How to complete this task
Across the records below, count every line that contains the string "position", then report the count alone.

Stored data
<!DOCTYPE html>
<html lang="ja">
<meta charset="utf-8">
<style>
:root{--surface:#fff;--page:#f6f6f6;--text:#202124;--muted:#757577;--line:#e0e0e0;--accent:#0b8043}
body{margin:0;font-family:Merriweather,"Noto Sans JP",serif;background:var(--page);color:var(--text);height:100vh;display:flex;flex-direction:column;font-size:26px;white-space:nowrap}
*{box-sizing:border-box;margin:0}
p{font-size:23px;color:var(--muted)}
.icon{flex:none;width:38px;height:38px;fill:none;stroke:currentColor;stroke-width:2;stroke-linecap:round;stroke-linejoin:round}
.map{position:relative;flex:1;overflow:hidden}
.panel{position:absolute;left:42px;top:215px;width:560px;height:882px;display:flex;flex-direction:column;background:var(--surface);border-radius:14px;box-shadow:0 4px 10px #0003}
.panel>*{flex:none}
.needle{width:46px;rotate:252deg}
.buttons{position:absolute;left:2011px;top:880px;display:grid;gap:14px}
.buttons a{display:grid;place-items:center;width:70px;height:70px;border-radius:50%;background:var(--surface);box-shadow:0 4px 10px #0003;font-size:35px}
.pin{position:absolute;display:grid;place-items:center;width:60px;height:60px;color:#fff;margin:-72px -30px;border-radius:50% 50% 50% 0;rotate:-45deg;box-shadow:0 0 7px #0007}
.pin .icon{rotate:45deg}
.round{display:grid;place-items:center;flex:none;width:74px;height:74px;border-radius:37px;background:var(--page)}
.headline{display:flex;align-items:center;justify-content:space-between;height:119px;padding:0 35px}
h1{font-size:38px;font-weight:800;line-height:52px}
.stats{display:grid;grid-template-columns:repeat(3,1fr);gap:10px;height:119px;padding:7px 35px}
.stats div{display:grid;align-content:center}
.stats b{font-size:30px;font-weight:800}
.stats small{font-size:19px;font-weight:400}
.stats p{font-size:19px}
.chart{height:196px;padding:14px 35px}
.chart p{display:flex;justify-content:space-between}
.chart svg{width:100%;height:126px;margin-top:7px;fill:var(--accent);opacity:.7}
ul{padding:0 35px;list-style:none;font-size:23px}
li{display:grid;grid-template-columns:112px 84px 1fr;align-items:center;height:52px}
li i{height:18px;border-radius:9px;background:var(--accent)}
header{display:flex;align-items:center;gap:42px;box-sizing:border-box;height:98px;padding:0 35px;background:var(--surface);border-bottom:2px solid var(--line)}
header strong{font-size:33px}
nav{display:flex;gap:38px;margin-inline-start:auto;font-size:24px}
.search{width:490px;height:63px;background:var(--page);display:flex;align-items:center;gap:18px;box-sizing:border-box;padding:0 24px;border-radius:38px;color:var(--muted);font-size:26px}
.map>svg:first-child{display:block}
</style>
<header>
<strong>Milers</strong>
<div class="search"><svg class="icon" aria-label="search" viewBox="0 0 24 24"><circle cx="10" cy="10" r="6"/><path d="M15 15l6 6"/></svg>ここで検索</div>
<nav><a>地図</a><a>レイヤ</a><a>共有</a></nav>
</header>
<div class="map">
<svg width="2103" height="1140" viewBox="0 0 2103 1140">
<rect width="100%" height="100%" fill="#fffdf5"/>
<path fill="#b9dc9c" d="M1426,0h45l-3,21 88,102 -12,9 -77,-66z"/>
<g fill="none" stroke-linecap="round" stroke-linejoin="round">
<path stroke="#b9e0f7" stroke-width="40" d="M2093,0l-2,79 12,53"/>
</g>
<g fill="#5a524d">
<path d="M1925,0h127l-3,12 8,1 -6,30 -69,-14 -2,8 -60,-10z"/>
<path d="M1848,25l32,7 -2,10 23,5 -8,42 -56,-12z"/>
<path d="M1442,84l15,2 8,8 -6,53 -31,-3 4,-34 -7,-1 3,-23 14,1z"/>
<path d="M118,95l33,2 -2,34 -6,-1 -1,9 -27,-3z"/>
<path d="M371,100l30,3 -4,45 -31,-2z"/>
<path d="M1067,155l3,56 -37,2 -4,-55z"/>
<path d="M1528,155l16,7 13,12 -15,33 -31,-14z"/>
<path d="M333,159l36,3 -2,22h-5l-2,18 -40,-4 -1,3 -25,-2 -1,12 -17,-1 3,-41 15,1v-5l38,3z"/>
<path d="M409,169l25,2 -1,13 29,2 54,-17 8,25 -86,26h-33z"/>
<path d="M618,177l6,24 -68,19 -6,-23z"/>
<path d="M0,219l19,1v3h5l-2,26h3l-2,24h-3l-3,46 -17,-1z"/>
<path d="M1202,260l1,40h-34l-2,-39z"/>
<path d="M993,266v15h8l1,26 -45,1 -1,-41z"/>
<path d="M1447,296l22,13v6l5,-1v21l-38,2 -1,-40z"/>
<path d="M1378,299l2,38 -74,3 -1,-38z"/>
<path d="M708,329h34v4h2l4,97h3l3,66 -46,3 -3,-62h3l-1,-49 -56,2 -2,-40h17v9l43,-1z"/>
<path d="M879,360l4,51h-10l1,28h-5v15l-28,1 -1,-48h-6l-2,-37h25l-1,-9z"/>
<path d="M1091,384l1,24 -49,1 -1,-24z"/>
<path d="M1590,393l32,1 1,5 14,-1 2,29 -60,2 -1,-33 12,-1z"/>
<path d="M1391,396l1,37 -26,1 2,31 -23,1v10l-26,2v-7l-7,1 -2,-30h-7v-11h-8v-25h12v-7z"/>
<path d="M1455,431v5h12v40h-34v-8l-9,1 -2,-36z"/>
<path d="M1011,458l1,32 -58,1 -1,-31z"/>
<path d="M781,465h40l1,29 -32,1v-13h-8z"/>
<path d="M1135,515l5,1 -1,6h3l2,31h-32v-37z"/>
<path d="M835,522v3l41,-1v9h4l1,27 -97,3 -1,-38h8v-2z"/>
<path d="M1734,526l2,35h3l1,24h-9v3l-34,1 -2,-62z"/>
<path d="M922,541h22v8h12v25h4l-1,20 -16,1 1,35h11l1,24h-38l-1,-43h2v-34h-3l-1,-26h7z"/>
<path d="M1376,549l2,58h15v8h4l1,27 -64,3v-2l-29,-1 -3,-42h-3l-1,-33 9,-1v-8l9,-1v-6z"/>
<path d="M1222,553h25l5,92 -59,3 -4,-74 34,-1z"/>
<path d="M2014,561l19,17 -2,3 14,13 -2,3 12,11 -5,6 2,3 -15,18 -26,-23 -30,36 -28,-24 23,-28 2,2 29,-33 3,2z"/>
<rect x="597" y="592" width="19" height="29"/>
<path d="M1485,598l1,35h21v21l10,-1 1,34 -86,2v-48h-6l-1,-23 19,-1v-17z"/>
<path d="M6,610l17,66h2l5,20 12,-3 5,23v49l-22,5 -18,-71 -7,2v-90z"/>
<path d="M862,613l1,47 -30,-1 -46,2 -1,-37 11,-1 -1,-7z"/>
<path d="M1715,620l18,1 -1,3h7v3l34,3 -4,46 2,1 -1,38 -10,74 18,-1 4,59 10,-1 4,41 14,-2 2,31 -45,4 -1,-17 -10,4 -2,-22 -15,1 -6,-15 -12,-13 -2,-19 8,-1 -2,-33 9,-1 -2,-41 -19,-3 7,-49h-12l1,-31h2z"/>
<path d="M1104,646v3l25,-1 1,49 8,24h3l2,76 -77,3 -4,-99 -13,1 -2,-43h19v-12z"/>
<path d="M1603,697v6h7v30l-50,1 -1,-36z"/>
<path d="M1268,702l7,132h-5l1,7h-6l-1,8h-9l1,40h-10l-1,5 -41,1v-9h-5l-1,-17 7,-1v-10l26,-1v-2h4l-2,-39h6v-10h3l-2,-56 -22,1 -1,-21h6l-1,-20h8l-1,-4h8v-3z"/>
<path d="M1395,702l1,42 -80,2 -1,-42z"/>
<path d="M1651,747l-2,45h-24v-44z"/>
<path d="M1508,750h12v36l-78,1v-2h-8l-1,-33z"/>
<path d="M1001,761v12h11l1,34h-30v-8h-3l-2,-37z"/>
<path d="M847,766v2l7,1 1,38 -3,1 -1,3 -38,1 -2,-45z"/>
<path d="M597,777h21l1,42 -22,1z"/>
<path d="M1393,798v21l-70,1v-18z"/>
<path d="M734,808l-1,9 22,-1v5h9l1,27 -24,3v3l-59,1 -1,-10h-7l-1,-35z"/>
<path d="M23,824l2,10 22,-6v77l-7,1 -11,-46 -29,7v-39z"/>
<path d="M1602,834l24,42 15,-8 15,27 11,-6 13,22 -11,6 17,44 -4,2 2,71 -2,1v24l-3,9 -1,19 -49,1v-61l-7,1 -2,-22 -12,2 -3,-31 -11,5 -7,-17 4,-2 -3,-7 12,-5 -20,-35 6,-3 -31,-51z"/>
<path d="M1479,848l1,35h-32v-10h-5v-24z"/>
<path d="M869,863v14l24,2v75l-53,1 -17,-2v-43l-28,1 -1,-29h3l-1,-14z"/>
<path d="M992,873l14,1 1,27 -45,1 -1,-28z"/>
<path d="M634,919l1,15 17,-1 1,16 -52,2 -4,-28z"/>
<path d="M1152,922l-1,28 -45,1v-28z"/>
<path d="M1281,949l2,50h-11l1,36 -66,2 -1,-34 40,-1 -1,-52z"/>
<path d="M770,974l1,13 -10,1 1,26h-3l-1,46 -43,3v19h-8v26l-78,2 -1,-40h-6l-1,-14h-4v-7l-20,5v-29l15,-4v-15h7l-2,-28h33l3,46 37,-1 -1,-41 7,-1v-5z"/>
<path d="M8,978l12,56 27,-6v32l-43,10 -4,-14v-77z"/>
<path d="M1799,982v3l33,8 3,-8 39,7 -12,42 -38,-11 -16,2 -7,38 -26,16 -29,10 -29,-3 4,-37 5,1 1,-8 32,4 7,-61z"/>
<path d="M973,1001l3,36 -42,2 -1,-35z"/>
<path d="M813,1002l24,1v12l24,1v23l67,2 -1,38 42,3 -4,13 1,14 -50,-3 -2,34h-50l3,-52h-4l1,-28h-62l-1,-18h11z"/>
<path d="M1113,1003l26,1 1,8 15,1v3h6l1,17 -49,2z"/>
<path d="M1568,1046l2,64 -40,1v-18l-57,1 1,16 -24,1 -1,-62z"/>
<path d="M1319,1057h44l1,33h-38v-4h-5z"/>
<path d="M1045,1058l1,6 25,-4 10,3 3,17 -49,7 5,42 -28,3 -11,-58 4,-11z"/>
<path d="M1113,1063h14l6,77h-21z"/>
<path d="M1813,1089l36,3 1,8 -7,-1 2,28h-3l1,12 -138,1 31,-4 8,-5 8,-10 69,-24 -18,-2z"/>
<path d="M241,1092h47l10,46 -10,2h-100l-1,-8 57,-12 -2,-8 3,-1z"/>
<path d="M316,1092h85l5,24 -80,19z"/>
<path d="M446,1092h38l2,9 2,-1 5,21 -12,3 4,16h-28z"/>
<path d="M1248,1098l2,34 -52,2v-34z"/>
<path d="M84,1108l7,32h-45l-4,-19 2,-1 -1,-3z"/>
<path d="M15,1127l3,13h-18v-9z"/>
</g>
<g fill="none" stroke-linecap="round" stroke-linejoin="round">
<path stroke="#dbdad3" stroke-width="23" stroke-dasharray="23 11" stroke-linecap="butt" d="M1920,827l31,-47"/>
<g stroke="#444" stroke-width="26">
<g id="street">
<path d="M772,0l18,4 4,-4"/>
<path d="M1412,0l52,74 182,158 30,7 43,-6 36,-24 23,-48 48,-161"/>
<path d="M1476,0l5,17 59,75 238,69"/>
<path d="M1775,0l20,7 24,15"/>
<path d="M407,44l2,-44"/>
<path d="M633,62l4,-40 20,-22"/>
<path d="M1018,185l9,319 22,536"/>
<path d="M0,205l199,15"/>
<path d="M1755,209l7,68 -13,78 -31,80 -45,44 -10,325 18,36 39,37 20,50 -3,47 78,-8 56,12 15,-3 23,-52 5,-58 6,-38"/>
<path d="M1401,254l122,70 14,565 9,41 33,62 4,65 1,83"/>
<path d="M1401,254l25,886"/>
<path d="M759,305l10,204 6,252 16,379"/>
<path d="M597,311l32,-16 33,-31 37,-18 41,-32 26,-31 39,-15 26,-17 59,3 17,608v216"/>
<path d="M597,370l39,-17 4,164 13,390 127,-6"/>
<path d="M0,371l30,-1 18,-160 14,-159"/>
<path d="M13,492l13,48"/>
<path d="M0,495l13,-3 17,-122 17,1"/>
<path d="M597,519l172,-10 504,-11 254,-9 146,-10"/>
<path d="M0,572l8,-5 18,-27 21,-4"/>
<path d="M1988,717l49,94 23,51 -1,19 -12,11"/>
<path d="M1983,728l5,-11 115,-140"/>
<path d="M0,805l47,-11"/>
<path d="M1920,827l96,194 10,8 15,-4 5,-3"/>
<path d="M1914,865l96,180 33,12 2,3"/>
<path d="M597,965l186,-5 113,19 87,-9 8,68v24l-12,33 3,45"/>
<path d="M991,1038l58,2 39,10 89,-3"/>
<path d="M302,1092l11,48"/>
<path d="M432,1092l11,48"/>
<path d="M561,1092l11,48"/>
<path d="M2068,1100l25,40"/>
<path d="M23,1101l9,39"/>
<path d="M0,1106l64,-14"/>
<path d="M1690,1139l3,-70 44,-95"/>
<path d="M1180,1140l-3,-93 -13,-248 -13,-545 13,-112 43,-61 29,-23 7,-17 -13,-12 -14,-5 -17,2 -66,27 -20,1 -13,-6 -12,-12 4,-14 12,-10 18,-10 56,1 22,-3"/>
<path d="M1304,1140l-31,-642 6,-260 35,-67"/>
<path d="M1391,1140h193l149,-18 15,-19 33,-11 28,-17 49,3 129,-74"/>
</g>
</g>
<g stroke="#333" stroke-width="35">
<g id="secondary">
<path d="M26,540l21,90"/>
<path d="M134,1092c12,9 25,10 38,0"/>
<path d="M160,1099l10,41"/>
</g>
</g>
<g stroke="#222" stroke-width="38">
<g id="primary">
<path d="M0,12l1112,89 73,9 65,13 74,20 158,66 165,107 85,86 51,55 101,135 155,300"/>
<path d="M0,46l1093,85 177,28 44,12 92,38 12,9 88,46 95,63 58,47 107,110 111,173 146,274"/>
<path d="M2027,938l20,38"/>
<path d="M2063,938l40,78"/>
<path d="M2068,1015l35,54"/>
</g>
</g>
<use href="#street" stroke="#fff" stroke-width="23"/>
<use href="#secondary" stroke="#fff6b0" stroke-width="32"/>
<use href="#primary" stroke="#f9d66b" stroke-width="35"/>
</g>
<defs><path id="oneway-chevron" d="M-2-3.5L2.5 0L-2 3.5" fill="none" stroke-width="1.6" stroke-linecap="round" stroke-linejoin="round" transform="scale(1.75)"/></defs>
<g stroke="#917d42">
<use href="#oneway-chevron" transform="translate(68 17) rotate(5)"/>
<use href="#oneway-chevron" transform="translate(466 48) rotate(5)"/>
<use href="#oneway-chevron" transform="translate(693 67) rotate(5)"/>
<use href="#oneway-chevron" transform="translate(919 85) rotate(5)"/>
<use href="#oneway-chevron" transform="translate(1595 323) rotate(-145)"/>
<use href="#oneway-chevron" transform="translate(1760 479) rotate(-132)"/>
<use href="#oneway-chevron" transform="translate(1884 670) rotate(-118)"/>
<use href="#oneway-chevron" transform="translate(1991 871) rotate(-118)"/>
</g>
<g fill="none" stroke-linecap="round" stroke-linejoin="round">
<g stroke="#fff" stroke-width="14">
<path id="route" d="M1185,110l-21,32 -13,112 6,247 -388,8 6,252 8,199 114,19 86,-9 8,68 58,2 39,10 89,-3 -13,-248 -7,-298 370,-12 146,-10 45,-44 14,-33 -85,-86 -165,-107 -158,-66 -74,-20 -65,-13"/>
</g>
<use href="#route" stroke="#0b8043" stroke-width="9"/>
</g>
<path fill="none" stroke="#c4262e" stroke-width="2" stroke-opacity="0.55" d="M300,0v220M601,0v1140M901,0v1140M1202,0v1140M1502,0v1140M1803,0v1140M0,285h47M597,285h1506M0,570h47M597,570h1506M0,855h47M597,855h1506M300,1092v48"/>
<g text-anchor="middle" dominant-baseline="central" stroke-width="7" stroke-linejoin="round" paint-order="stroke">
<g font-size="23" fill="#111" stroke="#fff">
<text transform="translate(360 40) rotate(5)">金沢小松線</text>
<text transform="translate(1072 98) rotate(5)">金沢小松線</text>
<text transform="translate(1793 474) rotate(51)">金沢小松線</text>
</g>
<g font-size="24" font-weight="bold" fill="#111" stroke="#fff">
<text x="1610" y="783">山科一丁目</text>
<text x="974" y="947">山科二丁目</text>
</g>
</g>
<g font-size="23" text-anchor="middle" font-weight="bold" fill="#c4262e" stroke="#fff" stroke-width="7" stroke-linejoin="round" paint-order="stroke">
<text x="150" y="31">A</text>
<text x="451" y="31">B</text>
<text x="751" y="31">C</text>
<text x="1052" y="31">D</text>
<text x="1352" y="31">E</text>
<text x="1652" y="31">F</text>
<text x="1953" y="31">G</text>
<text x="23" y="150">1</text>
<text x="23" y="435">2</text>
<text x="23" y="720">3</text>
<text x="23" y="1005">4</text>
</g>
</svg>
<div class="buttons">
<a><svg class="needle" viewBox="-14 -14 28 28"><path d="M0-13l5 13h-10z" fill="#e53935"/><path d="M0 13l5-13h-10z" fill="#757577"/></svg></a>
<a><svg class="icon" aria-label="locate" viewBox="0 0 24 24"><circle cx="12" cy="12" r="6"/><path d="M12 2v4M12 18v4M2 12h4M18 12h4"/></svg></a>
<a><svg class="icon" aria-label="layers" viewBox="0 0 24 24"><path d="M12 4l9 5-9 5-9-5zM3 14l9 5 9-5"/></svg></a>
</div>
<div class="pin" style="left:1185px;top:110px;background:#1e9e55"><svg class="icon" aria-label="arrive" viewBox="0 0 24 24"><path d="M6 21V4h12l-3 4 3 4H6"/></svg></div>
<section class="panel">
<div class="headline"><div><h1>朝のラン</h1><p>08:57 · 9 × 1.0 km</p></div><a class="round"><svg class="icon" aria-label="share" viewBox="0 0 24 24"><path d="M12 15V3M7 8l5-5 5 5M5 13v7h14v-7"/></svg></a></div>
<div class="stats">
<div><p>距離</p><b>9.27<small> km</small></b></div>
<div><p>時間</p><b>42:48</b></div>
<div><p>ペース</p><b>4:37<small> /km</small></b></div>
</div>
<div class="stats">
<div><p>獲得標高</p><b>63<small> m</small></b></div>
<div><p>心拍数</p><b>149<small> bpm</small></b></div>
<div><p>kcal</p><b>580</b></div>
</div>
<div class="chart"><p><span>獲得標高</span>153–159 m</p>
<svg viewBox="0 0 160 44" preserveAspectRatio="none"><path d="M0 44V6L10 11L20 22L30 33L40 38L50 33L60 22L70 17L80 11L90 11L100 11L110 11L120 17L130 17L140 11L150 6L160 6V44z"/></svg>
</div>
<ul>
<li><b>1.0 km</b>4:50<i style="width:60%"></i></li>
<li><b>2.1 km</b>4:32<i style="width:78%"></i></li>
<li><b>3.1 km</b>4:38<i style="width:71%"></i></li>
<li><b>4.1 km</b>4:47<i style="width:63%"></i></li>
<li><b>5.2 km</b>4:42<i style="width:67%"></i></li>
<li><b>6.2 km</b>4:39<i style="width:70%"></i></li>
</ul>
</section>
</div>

Answer for the task
4